The European Commission has charged Amazon with breaking competition rules, accusing it of abusing its dominant position in online retail.
It said the tech firm used data on third-party sellers that use its marketplace to gain an advantage.
It also launched a fresh investigation into the possible preferential treatment of sellers that use Amazon’s logistics and delivery services.
Amazon rejected the charges, saying it offered consumers more not less choice.
In a statement, the EU’s Competition Commissioner Margrethe Vestager said it was vital that platforms with “market power” such as Amazon did not “distort competition”.
“Data on the activity of third party sellers should not be used to the benefit of Amazon when it acts as a competitor to these sellers,” she added.
“With e-commerce booming, and Amazon being the leading e-commerce platform, a fair and undistorted access to consumers online is important for all sellers.”
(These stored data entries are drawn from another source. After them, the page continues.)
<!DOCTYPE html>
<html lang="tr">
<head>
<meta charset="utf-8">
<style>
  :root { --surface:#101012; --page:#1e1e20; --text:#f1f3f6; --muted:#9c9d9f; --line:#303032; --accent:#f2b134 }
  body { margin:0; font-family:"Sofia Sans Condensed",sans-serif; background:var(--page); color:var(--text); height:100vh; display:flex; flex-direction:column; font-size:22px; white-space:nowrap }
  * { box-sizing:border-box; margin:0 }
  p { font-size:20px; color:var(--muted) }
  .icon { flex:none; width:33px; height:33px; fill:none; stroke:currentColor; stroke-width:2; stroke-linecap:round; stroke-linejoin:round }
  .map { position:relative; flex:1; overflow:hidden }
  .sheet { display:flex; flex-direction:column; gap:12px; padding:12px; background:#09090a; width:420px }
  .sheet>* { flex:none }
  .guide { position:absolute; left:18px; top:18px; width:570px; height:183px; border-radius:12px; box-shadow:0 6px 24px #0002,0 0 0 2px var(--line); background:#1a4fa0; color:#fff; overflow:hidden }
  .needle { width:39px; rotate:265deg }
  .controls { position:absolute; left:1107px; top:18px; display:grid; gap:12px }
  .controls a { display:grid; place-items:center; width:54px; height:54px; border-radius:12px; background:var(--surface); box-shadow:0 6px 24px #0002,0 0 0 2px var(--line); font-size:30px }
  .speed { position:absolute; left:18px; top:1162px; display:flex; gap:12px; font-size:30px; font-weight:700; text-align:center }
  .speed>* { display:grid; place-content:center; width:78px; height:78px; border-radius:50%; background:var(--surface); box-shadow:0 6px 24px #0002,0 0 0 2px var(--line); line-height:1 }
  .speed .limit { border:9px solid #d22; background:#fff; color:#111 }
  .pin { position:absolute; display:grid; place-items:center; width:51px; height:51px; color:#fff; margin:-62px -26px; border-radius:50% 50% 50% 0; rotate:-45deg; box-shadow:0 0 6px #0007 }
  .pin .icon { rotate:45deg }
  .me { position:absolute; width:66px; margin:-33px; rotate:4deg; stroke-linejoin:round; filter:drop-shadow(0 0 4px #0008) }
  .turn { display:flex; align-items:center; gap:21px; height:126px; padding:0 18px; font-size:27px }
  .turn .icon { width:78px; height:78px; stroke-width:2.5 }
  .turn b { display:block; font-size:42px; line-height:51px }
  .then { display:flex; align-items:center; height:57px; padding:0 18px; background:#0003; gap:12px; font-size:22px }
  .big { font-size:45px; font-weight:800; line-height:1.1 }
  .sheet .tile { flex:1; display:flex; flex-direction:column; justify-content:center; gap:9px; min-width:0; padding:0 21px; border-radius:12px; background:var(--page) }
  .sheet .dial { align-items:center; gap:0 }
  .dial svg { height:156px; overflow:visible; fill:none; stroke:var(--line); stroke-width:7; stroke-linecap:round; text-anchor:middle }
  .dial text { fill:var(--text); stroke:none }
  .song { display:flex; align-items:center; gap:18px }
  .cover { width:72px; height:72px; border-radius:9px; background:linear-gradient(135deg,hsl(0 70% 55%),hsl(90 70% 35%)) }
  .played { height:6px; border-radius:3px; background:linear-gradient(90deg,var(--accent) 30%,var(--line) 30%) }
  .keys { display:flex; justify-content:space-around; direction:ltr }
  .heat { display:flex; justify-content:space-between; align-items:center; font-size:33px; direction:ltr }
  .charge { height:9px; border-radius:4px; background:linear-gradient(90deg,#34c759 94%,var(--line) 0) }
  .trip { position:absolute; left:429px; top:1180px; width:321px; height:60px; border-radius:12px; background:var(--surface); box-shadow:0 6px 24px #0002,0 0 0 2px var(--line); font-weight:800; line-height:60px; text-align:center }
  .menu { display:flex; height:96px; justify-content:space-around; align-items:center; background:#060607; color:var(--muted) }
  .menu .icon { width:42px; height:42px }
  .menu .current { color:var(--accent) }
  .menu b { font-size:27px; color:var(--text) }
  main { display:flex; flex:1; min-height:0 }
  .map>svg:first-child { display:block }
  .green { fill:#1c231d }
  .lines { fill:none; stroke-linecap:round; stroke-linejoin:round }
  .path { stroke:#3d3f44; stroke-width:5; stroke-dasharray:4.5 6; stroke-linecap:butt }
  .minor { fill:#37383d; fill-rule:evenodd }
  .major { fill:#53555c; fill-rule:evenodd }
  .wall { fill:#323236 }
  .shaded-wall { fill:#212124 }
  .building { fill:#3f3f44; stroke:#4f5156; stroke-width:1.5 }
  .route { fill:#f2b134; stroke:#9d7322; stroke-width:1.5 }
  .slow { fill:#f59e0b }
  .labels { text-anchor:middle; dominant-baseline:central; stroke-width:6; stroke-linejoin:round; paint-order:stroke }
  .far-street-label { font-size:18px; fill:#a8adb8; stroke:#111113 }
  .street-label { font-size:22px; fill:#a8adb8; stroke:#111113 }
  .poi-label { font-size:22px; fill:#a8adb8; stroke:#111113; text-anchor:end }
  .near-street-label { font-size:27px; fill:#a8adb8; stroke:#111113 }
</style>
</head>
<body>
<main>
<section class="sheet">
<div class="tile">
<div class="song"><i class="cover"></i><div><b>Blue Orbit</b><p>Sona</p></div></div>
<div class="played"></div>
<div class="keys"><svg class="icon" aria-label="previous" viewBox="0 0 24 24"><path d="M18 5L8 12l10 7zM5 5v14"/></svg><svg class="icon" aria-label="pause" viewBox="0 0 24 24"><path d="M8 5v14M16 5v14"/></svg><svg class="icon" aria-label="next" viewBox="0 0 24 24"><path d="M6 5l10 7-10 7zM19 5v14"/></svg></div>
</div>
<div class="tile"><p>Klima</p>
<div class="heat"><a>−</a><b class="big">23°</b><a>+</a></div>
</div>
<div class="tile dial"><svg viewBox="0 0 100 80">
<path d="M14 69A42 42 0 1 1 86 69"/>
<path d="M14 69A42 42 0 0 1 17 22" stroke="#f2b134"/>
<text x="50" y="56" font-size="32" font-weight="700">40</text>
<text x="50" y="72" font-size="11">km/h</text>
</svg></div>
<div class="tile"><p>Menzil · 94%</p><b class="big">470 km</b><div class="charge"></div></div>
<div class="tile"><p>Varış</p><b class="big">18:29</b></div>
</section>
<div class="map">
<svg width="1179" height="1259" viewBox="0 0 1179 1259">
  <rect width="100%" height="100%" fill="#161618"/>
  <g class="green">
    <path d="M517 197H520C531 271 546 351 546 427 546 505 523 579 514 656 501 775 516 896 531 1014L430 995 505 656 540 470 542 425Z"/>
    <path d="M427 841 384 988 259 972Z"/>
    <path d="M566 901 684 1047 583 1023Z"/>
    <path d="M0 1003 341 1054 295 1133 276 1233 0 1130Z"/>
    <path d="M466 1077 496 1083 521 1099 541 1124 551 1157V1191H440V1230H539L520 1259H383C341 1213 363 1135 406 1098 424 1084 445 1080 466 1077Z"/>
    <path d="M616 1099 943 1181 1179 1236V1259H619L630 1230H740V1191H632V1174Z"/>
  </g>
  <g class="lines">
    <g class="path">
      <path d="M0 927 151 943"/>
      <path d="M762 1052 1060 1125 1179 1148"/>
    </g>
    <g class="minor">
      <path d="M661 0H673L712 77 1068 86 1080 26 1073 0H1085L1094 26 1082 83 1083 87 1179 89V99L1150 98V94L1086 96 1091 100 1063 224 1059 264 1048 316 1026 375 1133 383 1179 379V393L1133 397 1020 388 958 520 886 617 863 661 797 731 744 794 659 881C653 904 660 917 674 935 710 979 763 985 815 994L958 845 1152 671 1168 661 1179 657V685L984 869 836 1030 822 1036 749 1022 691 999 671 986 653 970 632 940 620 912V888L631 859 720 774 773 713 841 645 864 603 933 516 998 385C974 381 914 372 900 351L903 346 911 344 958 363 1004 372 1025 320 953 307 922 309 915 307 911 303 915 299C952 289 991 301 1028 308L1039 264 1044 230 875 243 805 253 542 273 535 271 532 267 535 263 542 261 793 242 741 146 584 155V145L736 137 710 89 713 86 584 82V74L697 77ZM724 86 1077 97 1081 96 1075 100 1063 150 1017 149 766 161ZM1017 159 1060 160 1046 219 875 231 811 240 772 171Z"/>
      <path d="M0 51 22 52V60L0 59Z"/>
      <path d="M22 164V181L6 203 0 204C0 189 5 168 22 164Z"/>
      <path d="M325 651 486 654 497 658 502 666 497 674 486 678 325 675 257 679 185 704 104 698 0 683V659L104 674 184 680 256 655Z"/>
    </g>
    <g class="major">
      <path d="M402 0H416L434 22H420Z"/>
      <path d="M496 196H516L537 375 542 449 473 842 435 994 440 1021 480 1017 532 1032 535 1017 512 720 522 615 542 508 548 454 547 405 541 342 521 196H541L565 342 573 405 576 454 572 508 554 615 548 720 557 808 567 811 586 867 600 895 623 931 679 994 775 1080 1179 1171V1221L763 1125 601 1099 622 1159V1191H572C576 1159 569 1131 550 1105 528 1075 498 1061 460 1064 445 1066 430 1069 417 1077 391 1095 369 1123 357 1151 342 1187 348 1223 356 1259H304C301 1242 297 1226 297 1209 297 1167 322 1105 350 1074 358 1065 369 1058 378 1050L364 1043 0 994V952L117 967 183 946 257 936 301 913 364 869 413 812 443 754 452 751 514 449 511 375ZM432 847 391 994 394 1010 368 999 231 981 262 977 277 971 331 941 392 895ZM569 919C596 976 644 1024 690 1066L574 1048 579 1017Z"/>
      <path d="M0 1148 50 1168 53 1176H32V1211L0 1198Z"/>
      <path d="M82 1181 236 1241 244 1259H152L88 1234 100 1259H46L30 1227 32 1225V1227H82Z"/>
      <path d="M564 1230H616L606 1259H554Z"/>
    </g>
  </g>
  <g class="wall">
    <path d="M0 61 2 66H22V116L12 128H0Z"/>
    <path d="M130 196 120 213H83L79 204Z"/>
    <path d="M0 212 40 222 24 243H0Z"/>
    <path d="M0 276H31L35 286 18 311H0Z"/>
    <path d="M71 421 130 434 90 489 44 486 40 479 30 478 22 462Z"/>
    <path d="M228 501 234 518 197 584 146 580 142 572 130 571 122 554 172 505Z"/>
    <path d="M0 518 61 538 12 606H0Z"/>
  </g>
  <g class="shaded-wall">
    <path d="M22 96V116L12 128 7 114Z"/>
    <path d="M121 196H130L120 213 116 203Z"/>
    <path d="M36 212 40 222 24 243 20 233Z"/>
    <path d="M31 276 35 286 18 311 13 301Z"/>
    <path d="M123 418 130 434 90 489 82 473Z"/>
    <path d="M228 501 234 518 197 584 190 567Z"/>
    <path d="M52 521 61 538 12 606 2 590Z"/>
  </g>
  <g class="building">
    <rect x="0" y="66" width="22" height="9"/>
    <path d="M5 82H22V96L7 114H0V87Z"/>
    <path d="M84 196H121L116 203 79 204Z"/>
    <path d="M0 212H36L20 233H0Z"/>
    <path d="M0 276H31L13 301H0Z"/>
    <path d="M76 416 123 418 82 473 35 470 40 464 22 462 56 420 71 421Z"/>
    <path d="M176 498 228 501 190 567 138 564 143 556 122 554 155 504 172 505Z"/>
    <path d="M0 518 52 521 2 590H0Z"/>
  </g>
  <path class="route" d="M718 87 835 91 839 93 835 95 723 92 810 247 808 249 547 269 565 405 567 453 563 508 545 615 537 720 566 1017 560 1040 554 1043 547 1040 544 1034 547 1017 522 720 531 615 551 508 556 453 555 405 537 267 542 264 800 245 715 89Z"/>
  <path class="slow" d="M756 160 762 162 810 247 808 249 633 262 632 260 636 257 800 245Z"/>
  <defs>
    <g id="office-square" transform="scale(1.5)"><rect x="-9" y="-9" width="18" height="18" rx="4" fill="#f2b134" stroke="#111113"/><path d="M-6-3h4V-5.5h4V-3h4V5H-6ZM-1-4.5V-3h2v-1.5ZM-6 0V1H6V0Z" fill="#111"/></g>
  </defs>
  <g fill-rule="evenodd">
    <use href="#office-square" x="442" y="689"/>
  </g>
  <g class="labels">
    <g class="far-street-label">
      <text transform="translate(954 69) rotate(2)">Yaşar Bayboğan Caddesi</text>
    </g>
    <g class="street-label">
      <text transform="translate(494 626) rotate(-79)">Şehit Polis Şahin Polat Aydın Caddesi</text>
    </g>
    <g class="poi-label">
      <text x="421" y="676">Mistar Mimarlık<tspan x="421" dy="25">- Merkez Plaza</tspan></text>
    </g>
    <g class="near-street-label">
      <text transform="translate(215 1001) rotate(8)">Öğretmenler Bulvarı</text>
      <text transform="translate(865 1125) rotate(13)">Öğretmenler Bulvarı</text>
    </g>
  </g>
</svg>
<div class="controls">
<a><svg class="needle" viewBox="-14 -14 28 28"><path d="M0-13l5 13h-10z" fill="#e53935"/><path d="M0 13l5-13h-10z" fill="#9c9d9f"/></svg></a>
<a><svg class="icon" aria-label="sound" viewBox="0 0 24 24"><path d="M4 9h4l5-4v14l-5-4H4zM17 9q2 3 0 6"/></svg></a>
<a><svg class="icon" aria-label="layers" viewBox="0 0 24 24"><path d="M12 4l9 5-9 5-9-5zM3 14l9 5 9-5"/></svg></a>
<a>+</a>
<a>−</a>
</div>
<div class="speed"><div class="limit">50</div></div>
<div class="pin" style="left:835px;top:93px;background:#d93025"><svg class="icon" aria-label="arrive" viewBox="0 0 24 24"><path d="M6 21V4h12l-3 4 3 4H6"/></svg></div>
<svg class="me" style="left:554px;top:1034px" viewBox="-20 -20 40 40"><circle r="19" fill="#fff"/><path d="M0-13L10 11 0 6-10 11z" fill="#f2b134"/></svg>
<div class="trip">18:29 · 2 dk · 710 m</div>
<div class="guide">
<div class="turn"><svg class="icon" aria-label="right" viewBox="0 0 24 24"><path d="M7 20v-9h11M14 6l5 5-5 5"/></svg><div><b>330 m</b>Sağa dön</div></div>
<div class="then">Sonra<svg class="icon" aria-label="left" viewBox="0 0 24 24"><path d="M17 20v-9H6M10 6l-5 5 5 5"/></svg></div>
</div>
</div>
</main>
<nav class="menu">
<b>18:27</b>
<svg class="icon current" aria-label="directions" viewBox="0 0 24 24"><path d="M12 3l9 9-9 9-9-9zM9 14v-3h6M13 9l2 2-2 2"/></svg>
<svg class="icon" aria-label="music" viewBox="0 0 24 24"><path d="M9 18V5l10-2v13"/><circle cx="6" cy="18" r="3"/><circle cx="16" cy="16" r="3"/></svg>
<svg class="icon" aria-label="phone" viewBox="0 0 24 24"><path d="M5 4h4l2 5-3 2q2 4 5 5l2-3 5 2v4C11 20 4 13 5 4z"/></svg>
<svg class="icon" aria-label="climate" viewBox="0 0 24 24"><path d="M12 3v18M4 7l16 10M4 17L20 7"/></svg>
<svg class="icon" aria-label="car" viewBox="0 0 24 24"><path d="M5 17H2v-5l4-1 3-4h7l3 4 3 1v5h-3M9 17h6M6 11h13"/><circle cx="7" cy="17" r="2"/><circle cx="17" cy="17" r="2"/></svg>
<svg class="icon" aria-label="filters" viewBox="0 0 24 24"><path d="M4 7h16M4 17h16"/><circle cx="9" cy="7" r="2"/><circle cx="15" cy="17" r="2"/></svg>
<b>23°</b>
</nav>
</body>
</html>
The European Commission has been investigating Amazon since July last year, following complaints from traders.
It says the tech giant accesses sensitive data from small and medium-sized companies that use its platform, such as sales figures, page visits or shipping information.
It then uses this to help with sales of its own-label products, or in choosing suppliers, the Commission says.
In a press conference on Tuesday, Ms Vestager said: “We do not take issue with the success of Amazon or its size.”
Amazon faces a potential fine as high as 10% of its global turnover if it is found guilty of breaching competition law – about £15bn ($19bn).
In a statement Amazon insisted that – far from being anti-competitive – its private-label products were good for customers and offered more choice.
“Amazon represents less than 1% of the global retail market, and there are larger retailers in every country in which we operate,” it said.
“No company cares more about small businesses or has done more to support them over the past two decades than Amazon.”
It also pointed out that there are more than 150,000 European businesses selling through its online marketplace.
The charges come as the coronavirus crisis has driven huge sales for the retailer, as people increasingly turn to online shopping.
In August, boss Jeff Bezos became the richest man int he world with a fortune of more than $200bn after the firm’s share price rocketed in the early months of the pandemic.
Ms Vestager has taken a tough stance on US tech firms and what she sees as their grip on the digital landscape.
Search engine Google, for example, has been fined more than €8bn in three separate cases, all relating to alleged abuses of power in the EU.
Meanwhile, in the United States, a report backed by Democratic lawmakers recently urged changes that could lead to the break-up of some of the country’s biggest tech companies, such as Amazon, Facebook and Google.
The report found that Amazon possessed “significant and durable market power” in online shopping, which it furthered in part by “anticompetitive conduct in its treatment of third-party sellers”.
In October Amazon hit back in a blog post on its website: “The fact that third parties having the opportunity to sell right alongside a retailer’s products is the very competition that most benefits consumers and has made the marketplace model so successful for third-party sellers”.